Wien - Der alte Finanzminister ist zwar Geschichte, doch das Bundesheer keineswegs befriedet: Im Standard-Gespräch übt der Kommandant der Garde, Stefan Kirchebner, heftige Kritik am Sparkurs - und warnt vor den Auswirkungen für die Rekruten: "Die Ressourcen sind derart knapp, dass sie kaum mehr die primären Bedürfnisse der Soldaten abdecken."

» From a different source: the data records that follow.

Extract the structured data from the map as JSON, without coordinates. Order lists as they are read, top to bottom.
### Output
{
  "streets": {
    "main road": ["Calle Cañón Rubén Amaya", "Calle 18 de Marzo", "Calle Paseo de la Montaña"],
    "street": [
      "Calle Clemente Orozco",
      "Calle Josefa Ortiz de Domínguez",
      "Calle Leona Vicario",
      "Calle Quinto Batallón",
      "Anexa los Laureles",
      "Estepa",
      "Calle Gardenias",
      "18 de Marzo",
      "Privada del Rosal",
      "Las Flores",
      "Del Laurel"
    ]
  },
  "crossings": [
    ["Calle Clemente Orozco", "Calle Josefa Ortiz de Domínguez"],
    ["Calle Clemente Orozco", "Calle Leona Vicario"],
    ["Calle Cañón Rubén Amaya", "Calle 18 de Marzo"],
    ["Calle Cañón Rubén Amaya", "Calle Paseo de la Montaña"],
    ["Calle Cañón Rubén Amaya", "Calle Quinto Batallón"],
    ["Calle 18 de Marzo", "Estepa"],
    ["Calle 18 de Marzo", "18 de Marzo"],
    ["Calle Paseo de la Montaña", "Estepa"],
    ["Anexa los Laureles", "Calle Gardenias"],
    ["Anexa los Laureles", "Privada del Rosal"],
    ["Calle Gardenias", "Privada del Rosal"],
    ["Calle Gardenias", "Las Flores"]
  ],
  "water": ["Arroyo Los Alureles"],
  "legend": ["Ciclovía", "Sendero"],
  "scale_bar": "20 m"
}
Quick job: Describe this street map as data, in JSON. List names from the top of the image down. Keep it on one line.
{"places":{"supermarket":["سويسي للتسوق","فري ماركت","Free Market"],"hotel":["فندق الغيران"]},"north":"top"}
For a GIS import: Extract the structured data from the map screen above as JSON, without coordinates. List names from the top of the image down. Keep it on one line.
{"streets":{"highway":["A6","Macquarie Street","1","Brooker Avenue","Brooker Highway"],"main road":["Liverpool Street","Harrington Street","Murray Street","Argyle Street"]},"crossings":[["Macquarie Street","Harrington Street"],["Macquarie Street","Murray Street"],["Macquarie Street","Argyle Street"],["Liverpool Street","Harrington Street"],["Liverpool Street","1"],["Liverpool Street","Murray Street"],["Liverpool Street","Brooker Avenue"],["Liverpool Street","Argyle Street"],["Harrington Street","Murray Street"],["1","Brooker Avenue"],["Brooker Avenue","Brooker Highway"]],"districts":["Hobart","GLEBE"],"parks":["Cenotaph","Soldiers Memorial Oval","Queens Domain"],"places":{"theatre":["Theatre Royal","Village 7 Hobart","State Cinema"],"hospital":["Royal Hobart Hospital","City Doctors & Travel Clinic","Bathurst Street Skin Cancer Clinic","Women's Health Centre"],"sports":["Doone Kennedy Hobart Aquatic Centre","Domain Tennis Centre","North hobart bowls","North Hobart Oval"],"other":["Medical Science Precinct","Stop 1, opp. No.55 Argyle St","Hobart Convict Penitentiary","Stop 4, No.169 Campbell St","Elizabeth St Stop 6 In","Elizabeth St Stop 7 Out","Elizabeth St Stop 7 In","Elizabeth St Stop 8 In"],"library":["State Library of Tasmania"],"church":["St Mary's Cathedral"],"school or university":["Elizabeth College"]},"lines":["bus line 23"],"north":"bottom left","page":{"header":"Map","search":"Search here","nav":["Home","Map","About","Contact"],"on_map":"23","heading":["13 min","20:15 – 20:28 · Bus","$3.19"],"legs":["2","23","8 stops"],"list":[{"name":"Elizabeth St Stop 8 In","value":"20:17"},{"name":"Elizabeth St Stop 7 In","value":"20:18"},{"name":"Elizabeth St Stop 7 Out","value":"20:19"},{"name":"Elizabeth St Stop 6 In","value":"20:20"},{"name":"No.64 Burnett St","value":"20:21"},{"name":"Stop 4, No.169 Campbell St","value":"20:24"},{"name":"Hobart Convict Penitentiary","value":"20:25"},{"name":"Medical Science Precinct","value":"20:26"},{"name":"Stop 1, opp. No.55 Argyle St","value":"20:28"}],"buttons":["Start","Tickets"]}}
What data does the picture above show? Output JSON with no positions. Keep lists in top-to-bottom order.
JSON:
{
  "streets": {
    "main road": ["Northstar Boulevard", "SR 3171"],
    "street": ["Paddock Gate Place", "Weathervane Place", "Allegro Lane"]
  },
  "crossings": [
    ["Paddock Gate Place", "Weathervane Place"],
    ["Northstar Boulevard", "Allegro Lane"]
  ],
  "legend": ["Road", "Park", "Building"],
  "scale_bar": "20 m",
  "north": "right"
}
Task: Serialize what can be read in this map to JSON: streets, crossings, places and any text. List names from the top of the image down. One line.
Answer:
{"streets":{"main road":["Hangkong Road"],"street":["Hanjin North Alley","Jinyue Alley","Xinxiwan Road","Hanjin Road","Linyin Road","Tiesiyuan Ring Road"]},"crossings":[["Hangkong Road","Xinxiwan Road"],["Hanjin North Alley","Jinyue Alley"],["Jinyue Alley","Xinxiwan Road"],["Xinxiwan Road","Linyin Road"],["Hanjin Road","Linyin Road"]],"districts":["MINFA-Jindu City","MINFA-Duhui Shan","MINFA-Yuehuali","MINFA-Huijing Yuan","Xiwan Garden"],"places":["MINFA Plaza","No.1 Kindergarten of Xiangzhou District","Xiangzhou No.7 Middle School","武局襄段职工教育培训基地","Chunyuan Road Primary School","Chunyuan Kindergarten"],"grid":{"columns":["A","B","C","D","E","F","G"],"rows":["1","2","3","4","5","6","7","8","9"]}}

Damit meint Kirchebner das mickrige Monatsgeld für die Präsenzdiener, das trotz Teuerung nur rund 300 Euro beträgt, sowie ihre Unterkünfte in den Kasernen, wo die Sanitäranlagen mitunter völlig desolat sind. Der Oberstleutnant: "Wie aus Bildern von Medien zu entnehmen, kenne ich Justizvollzugsanstalten, die wesentlich besser ausgestattet sind als Teile der Unterkünfte und die Infrastruktur in den Kasernen in meinem Verantwortungsbereich."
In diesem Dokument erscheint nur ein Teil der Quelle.